From SwissRe May 2023 online report - more catastrophic events, but EVEN more losses
Although the almost $4 trillion market in muni bonds apparently hasn't yet seen city credit ratings downgraded to reflect climate risks, there are credit rating alarms sounding in the insurance sector. The change ahead is likely to happen very quickly over the next year—more like a helicopter taking off vertically into the sky than the slow climb of a 747. To carry the metaphor further, those helicopters may be vanishing altogether, as additional insurers exit additional markets. Then what?
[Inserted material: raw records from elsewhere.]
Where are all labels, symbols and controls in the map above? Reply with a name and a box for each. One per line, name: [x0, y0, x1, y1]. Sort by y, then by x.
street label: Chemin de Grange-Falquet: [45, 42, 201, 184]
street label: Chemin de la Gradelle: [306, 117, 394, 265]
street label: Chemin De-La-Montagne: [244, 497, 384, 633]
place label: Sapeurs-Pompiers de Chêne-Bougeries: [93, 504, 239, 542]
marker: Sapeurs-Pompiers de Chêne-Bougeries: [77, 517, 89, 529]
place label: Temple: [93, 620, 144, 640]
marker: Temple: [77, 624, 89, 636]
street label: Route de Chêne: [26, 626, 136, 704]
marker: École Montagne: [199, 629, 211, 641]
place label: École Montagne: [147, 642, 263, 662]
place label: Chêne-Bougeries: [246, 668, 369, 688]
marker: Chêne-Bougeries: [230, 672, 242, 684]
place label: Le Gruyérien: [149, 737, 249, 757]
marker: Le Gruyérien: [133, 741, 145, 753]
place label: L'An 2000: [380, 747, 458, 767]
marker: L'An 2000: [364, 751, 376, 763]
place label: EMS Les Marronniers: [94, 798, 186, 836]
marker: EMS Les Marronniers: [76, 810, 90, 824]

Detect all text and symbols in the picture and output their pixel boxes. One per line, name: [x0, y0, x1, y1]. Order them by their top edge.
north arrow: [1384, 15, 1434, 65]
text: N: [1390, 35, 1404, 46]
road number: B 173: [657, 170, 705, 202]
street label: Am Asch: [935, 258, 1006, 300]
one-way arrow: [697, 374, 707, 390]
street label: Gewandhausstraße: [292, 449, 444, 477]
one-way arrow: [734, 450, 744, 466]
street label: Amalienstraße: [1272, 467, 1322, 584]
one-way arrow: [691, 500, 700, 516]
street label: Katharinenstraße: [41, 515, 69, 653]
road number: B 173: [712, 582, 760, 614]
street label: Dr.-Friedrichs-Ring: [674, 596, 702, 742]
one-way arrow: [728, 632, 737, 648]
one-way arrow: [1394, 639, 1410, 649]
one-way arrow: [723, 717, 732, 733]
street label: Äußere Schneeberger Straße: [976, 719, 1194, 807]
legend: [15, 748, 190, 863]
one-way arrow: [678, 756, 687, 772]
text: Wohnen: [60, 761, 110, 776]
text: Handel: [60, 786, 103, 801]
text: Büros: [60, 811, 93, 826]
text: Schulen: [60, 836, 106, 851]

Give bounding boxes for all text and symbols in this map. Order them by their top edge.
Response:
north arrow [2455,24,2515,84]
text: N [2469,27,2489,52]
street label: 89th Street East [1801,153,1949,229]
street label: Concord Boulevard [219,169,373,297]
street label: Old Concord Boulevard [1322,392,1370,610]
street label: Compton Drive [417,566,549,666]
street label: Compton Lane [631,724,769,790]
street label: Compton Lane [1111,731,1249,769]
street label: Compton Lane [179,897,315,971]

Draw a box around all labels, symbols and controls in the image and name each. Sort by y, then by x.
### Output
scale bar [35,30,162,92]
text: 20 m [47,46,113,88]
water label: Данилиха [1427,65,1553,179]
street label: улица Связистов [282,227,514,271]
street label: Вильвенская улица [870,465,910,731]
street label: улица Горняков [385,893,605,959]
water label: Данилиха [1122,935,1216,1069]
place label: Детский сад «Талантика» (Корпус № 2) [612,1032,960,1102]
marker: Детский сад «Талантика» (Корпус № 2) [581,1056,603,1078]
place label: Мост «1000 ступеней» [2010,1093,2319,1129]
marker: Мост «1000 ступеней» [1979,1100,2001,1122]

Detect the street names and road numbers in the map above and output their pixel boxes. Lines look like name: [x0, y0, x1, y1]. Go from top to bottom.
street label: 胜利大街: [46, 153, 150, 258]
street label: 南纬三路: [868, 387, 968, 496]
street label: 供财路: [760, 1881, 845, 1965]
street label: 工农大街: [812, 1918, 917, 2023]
In the game of musical chairs that is risky real estate, many homeowners who can afford it do their best to shift their risk of catastrophe to private insurers. The cost of that shift is climbing quickly: Average rates for homeowners insurance in Florida went up more than 40 percent between 2022 and 2023, for example, and Floridians pay yearly premiums of almost $8,000 on average. And it's not just Florida and hurricanes. As the Washington Post reports, "In California, worsening wildfires have also driven insurers from the state or forced them to scale back policies. Residents of Washington, Montana and Colorado are watching their coverage options shrink, too."
Insurers, in turn, manage their own risks by sending on some portion of the yearly premiums they receive to reinsurance companies. Reinsurers’ prices are not regulated, unlike primary insurers operating in the US.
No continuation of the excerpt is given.